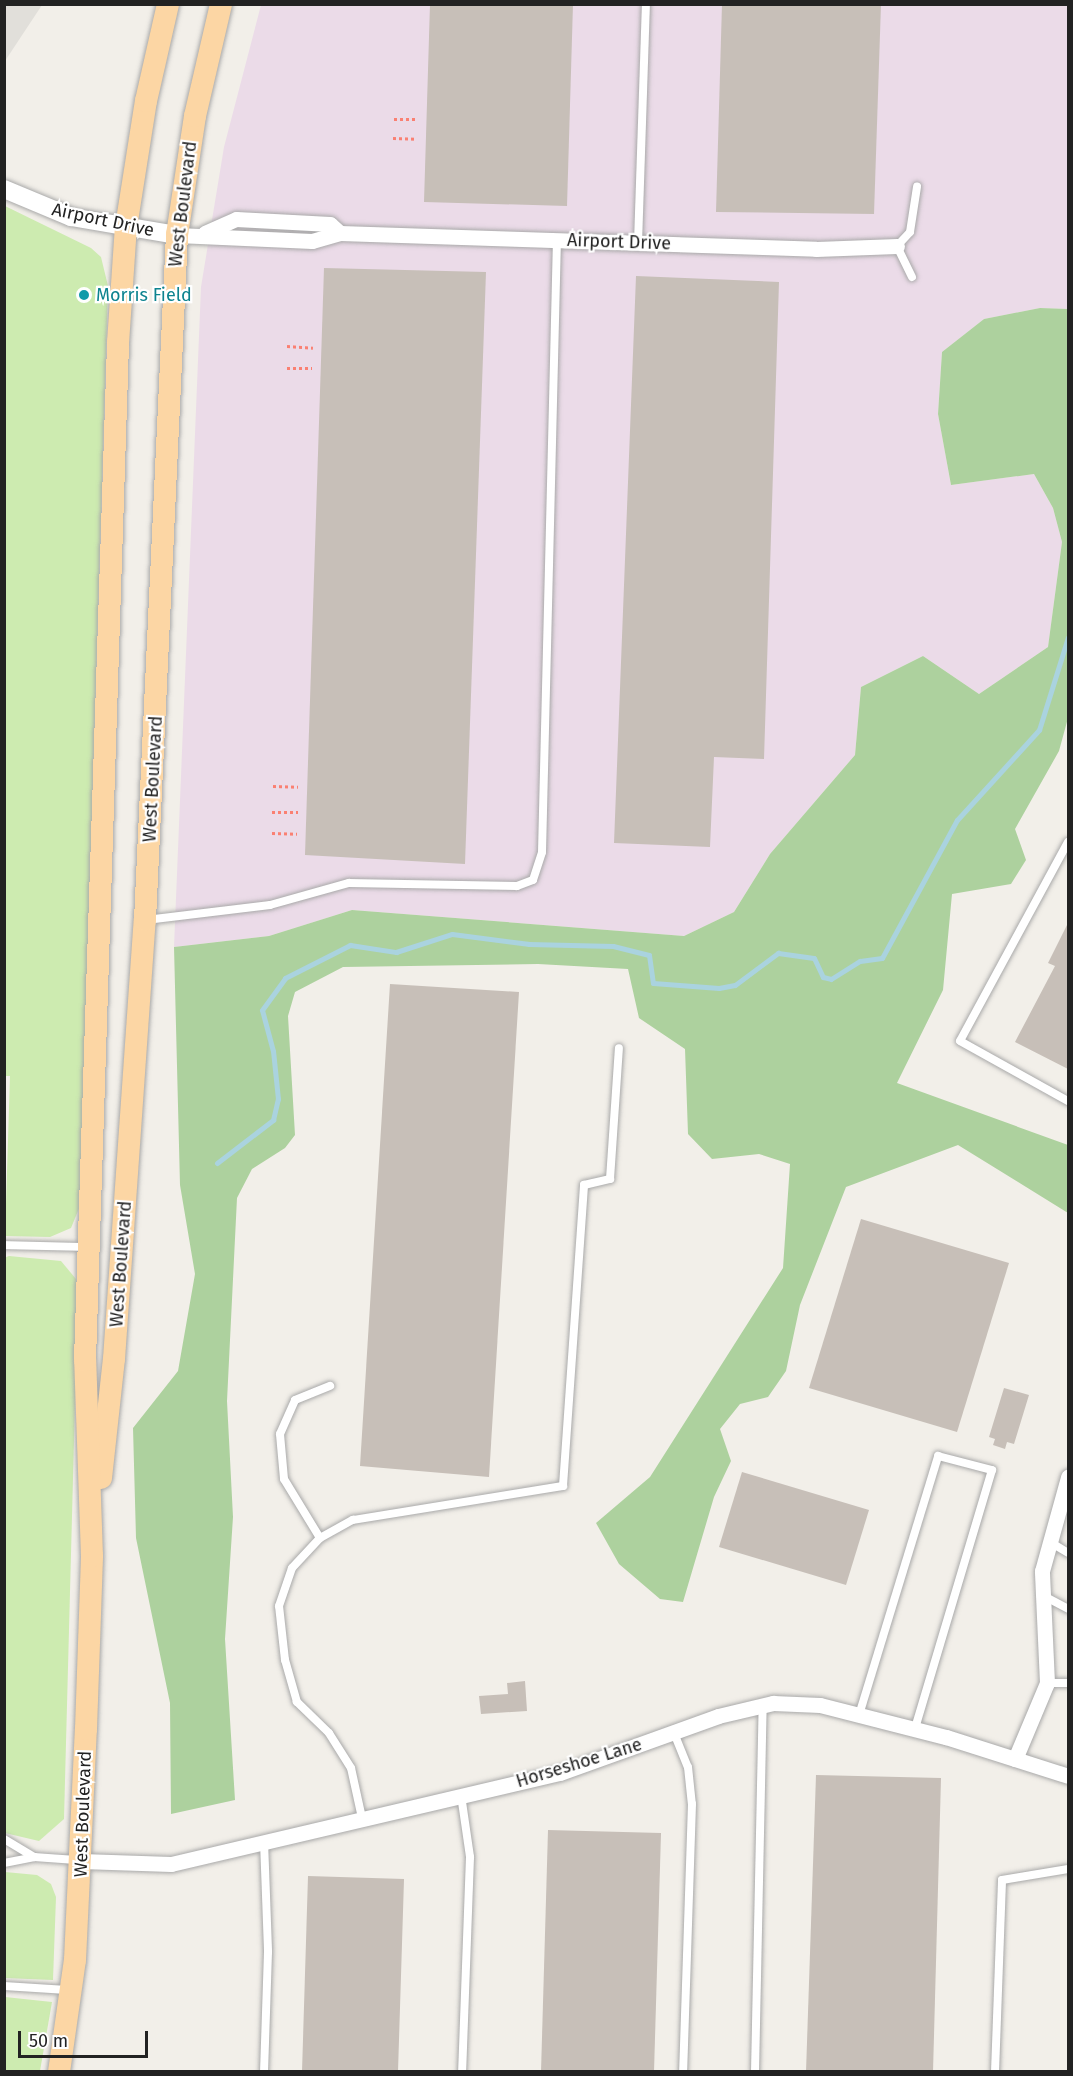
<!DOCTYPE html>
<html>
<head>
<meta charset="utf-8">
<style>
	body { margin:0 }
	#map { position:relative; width:1073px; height:2076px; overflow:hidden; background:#f2efe9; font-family:"Fira Sans",sans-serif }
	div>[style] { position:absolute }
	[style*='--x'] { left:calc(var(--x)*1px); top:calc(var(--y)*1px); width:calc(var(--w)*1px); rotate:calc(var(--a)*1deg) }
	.industrial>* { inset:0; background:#ebdbe8 }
	.airport>* { inset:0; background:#e1dfda }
	.grass>* { inset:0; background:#cdebb0 }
	.forest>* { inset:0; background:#add19e }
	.stream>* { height:5px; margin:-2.5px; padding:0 2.5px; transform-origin:2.5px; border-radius:2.5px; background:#aad3df }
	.building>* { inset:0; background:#c7bfb8 }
	.path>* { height:3px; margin-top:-1.5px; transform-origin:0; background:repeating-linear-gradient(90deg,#fa8072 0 3px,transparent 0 6px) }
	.roads { filter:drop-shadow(0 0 2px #a9a9a9) drop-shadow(0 0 2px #a9a9a9) }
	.service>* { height:8px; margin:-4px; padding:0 4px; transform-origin:4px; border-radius:4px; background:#fff }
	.minor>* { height:15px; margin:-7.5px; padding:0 7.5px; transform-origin:7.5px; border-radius:7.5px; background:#fff }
	.tertiary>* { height:18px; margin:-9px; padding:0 9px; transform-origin:9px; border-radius:9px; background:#fff }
	.primary>* { height:22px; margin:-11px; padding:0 11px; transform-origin:11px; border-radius:11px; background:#fcd6a4 }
	.dots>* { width:16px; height:16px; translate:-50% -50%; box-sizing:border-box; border:3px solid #fff; border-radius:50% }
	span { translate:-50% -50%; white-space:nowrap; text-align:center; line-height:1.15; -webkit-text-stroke:4.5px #fff; paint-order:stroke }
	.street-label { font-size:18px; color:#222 }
	.culture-label { font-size:18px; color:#0d838f }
	.left { translate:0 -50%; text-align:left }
	.frame { position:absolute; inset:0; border:6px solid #222; pointer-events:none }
	.scale { position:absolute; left:18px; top:2031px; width:130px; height:27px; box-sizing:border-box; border:3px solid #222; border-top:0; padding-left:8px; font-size:18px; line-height:21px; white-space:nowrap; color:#222; -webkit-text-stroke:4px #fff; paint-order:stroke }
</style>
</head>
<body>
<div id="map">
	<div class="industrial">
		<div style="clip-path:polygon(261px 5px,1068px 5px,1068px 309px,1040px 308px,984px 319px,942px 352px,938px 414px,951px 485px,1034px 474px,1053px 508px,1062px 542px,1048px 647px,979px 694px,923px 656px,861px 687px,855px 755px,770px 854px,734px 912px,684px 936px,352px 910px,269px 936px,174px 947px,201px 287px,224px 147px)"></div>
	</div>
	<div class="airport">
		<div style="clip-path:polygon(5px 4px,42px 5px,5px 61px,4px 5px)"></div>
	</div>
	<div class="grass">
		<div style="clip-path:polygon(5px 206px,91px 248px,101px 257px,108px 286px,80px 1206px,71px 1228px,50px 1237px,5px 1236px,10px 1076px,5px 1076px)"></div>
		<div style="clip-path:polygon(9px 1256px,61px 1261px,76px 1279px,78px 1289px,64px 1819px,39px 1841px,5px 1833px,4px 1258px)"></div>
		<div style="clip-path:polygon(5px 1872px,37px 1875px,51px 1884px,56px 1897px,53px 1980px,5px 1978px)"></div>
		<div style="clip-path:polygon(5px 1997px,52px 2002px,40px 2071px,5px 2071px)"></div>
	</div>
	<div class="forest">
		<div style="clip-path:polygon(1040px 308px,1068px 309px,1068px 718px,1059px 751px,1015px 829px,1026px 860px,1011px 884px,952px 894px,943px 990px,897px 1083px,1068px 1145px,1068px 1213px,958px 1145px,846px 1187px,800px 1305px,786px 1371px,768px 1397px,740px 1404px,720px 1429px,731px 1461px,714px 1497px,683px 1602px,660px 1599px,619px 1564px,596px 1523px,650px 1477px,783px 1268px,790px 1164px,759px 1154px,712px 1159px,688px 1134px,685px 1049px,639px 1018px,628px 969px,538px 964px,343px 967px,295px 992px,288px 1016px,295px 1135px,285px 1148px,252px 1169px,237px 1198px,227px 1401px,233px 1517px,225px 1639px,235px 1800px,171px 1814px,170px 1703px,136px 1538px,133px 1428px,178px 1371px,195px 1274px,180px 1185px,174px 947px,269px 936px,352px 910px,684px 936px,734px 912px,770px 854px,855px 755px,861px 687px,923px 656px,979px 694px,1048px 647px,1062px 542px,1053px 508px,1034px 474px,951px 485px,938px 414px,942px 352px,984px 319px)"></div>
	</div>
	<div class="stream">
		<div style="--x:217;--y:1163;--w:71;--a:-37.5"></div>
		<div style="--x:273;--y:1120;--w:22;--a:-77"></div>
		<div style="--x:278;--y:1099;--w:48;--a:-95.9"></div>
		<div style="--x:273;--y:1051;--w:42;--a:-105"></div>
		<div style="--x:262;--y:1010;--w:39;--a:-54"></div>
		<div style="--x:285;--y:978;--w:73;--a:-26.9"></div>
		<div style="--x:350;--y:945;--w:47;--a:8.7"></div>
		<div style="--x:396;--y:952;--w:59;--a:-17.8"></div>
		<div style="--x:452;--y:934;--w:78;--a:7.4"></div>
		<div style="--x:529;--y:944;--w:84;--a:1.4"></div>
		<div style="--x:613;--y:946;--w:37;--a:14"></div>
		<div style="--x:649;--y:955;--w:28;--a:82"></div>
		<div style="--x:653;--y:983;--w:66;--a:4.3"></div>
		<div style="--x:719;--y:988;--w:16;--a:-11"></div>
		<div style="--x:735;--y:985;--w:54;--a:-36.7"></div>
		<div style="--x:778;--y:953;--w:36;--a:8"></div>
		<div style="--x:814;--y:958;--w:21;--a:65"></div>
		<div style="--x:823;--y:977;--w:8;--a:14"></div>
		<div style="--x:831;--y:979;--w:34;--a:-32"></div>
		<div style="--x:860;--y:961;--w:22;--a:-8"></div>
		<div style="--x:882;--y:958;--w:157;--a:-61.5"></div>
		<div style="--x:957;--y:820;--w:122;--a:-47.7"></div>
		<div style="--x:1039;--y:730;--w:97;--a:-72.7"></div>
	</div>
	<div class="building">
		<div style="clip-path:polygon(430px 4px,573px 4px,567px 206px,424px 202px)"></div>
		<div style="clip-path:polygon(722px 4px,881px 4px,874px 214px,716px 212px)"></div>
		<div style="clip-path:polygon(324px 268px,486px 272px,465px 864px,305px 855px)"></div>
		<div style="clip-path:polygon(636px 276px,779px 282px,764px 759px,714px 757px,710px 847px,614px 843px)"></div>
		<div style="clip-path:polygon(1068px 923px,1068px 1069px,1015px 1042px,1055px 966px,1048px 963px)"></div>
		<div style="clip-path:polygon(390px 984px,519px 992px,489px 1477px,360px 1466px)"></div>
		<div style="clip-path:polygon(861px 1219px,1009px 1263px,957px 1432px,809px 1388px)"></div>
		<div style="clip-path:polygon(1004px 1388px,1029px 1395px,1014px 1444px,1007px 1442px,1005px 1449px,993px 1445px,995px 1439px,989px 1437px)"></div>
		<div style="clip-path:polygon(742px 1472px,869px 1510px,846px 1585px,719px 1547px)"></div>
		<div style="clip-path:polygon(525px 1681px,527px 1711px,481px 1714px,479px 1696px,508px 1694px,507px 1683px)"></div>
		<div style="clip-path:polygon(816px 1775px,941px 1778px,933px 2072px,806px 2072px)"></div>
		<div style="clip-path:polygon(548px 1830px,661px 1833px,654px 2072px,541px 2072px)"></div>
		<div style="clip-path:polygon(308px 1876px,404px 1879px,398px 2072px,302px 2072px)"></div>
	</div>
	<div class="path">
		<div style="--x:394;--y:119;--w:22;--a:0"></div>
		<div style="--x:393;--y:138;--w:23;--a:2"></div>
		<div style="--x:287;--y:346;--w:26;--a:4"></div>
		<div style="--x:287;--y:368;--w:25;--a:0"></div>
		<div style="--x:273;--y:786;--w:25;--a:2"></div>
		<div style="--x:272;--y:812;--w:26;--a:0"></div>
		<div style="--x:272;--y:833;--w:25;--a:2"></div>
	</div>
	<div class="roads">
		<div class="service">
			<div style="--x:638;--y:243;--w:239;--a:-88.1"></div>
			<div style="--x:912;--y:277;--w:34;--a:-116"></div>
			<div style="--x:897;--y:246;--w:19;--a:-47"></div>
			<div style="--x:910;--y:232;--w:46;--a:-81.2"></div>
			<div style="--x:1068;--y:842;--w:226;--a:118.5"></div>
			<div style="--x:960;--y:1041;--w:124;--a:29.1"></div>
			<div style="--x:146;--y:920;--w:125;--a:-6.9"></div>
			<div style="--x:270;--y:905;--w:82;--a:-15.6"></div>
			<div style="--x:349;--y:883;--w:168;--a:1"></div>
			<div style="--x:517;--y:886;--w:17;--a:-21"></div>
			<div style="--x:533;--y:880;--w:29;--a:-72"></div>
			<div style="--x:542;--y:852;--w:612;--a:-88.6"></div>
			<div style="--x:4;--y:1245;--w:83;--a:1.4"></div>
			<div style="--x:320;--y:1538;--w:69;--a:-121.4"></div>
			<div style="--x:284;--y:1479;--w:45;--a:-95.1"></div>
			<div style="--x:280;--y:1434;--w:37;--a:-66"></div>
			<div style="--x:295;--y:1400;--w:38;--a:-22"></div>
			<div style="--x:1050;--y:1542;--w:21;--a:31"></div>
			<div style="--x:1042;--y:1595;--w:30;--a:28"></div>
			<div style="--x:1047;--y:1683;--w:21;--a:0"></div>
			<div style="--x:859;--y:1715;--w:271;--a:-73"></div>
			<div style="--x:938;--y:1456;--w:56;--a:14.5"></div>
			<div style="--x:992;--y:1470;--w:270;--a:106.6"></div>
			<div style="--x:674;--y:1733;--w:37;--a:68"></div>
			<div style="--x:688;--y:1767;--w:37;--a:84"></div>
			<div style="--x:692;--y:1804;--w:268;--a:91.9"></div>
			<div style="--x:461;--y:1795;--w:63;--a:81.7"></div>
			<div style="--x:470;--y:1857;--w:215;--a:92.1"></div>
			<div style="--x:362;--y:1818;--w:51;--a:-102.4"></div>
			<div style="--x:351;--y:1768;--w:41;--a:-122.2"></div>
			<div style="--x:329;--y:1733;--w:45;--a:-135.9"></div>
			<div style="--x:297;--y:1702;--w:44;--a:-105.9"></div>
			<div style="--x:285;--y:1660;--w:54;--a:-96.3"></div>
			<div style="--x:279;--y:1606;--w:40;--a:-71.1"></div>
			<div style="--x:292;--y:1568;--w:41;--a:-47"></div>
			<div style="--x:320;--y:1538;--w:38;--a:-29"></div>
			<div style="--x:353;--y:1520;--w:213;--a:-9.2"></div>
			<div style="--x:563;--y:1486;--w:302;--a:-86"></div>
			<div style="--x:584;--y:1185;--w:27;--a:-13"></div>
			<div style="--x:610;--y:1179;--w:131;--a:-86.1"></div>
			<div style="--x:4;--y:1839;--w:35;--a:31"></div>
			<div style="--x:264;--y:1841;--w:111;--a:87.9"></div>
			<div style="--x:268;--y:1952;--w:120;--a:91.9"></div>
			<div style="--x:4;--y:1863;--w:31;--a:-11"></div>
			<div style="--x:34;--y:1857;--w:42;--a:4.1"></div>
			<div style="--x:4;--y:1986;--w:63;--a:3.6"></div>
			<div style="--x:755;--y:2072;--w:368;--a:-88.8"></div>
			<div style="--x:995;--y:2072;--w:192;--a:-87.9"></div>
			<div style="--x:1002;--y:1880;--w:67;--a:-9.5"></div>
		</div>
		<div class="minor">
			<div style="--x:340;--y:233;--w:476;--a:1.9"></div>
			<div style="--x:816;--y:249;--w:81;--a:-2.1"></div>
			<div style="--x:177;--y:235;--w:135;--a:2.5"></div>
			<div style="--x:312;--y:241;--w:29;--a:-16"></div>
			<div style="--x:340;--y:233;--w:13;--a:-138"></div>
			<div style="--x:330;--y:224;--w:94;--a:-177"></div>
			<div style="--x:236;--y:219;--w:34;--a:156"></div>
			<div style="--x:1015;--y:1759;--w:82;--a:-67.2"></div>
			<div style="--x:1047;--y:1683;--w:112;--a:-92.6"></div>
			<div style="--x:1042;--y:1571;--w:98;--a:-74.5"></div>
			<div style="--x:81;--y:1861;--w:90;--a:1.9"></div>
			<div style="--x:171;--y:1864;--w:400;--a:-13.2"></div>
			<div style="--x:560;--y:1773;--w:168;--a:-19.8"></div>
			<div style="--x:718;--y:1716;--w:57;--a:-13.3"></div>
			<div style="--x:773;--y:1703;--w:47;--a:2.4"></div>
			<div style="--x:820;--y:1705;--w:130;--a:14.3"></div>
			<div style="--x:946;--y:1737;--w:128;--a:17.7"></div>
		</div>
		<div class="tertiary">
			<div style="--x:4;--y:189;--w:73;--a:22.7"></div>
			<div style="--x:71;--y:217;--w:108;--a:9.6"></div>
		</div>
		<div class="primary">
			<div style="--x:101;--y:1478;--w:120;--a:-83.8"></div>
			<div style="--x:114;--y:1359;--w:440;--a:-86"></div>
			<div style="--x:145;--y:920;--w:686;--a:-87.33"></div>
			<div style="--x:177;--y:235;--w:120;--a:-81.4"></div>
			<div style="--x:195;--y:116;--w:115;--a:-76.9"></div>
			<div style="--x:59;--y:2072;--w:113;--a:-81.9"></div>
			<div style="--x:75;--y:1960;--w:231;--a:-87.3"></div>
			<div style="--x:86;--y:1729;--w:173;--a:-88"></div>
			<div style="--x:92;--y:1556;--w:196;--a:-92"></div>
			<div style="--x:85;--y:1360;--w:1018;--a:-88.14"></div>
			<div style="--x:118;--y:343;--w:116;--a:-86.1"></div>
			<div style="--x:126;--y:227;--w:128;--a:-81"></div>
			<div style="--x:146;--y:101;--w:99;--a:-77.2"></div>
		</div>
	</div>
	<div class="dots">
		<div style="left:84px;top:295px;background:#0f9aa8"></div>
	</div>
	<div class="street-label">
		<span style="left:183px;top:204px;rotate:-83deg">West Boulevard</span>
		<span style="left:103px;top:220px;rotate:12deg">Airport Drive</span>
		<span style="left:619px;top:242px;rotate:2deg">Airport Drive</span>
		<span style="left:153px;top:779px;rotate:-87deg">West Boulevard</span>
		<span style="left:121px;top:1264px;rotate:-86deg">West Boulevard</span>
		<span style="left:579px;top:1763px;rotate:-17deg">Horseshoe Lane</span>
		<span style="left:83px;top:1814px;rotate:-88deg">West Boulevard</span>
	</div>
	<div class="culture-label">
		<span class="left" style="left:96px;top:295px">Morris Field</span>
	</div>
	<div class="frame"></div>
	<div class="scale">50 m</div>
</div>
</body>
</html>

• _PROBLEM TO WORK ON_
Each line of the entries that holds "stream" should be counted, and only the total given.

• _TASK ANSWER_
2